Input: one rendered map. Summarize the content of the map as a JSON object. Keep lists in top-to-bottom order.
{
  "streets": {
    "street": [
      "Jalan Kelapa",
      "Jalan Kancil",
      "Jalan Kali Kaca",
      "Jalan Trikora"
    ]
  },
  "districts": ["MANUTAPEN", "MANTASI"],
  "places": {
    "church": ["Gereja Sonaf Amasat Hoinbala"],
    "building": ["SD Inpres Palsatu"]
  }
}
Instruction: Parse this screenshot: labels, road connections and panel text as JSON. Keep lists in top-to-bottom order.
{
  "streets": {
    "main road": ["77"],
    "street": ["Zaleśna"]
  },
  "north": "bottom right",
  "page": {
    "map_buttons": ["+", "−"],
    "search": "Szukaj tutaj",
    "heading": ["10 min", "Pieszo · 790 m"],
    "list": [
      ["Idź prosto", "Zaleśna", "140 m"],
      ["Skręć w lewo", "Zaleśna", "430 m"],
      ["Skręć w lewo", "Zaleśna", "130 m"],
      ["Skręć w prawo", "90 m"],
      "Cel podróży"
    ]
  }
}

---

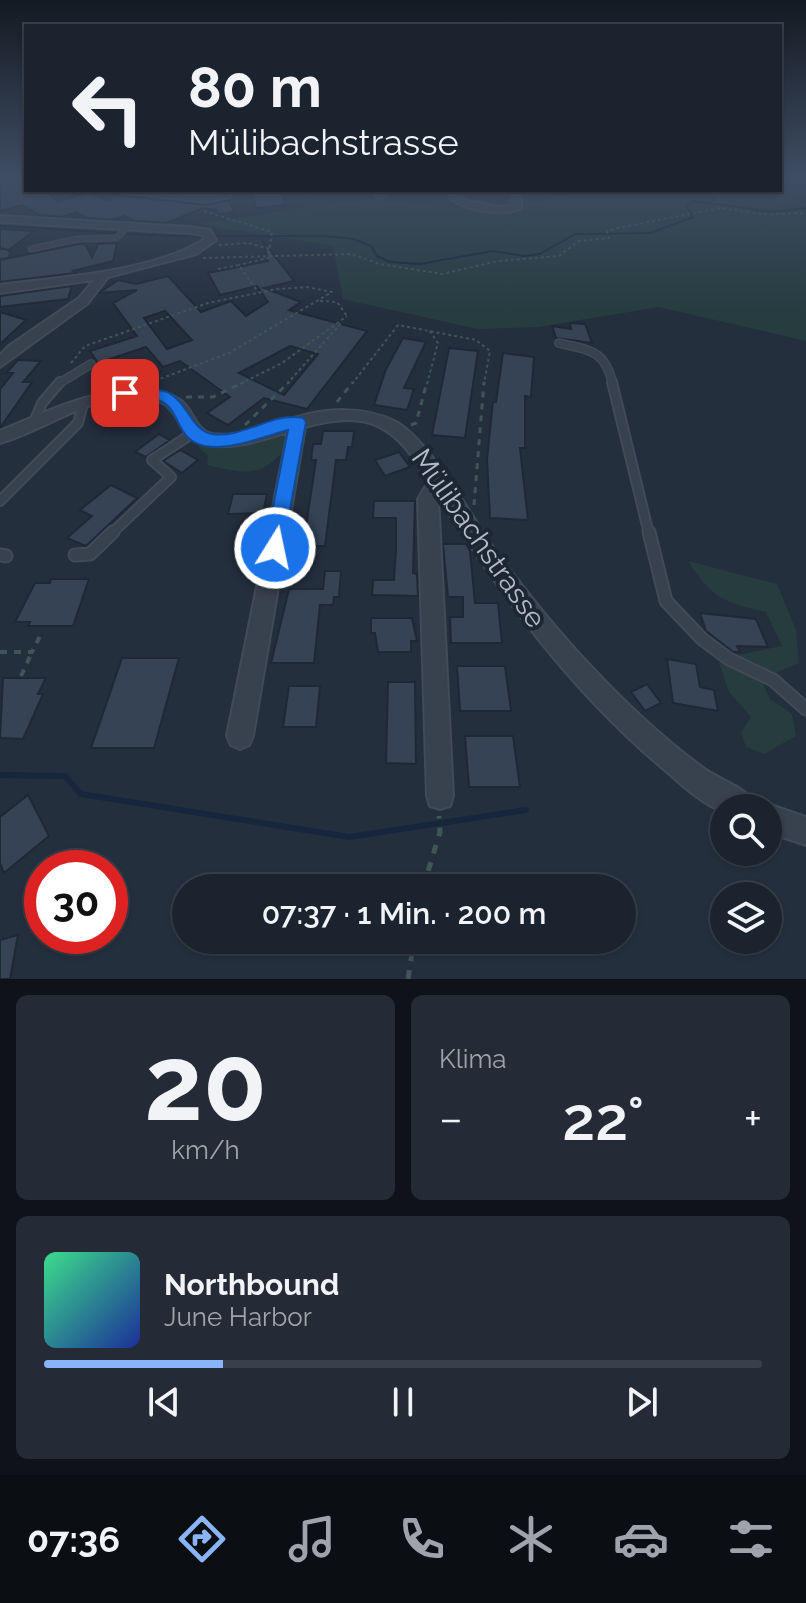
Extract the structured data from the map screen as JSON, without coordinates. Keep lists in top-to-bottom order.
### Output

---

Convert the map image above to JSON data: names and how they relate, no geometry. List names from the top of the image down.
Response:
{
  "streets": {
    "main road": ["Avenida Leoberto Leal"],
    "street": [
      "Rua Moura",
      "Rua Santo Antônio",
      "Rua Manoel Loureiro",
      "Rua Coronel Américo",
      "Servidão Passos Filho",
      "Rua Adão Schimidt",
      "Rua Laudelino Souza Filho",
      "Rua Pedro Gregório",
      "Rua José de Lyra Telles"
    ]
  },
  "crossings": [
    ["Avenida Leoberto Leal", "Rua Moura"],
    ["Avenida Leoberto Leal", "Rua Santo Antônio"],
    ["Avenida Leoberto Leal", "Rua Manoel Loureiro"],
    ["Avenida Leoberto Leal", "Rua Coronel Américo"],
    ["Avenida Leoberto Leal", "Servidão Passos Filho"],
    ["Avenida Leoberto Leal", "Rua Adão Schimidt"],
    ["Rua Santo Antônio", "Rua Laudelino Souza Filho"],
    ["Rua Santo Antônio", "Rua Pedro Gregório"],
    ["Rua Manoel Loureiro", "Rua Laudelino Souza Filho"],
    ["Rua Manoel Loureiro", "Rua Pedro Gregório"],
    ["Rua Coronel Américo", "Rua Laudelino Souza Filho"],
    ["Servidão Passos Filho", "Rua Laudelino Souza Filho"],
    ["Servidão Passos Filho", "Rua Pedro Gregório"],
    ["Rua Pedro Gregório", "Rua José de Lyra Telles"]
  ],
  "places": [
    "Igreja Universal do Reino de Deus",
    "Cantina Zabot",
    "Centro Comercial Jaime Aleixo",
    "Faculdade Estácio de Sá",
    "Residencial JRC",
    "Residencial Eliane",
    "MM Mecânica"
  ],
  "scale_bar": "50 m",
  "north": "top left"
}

(What the task asks)
Go through the listing above and find each line containing the string "data"; copy those lines.

(Written solution)
Extract the structured data from the map screen as JSON, without coordinates. Keep lists in top-to-bottom order.
Convert the map image above to JSON data: names and how they relate, no geometry. List names from the top of the image down.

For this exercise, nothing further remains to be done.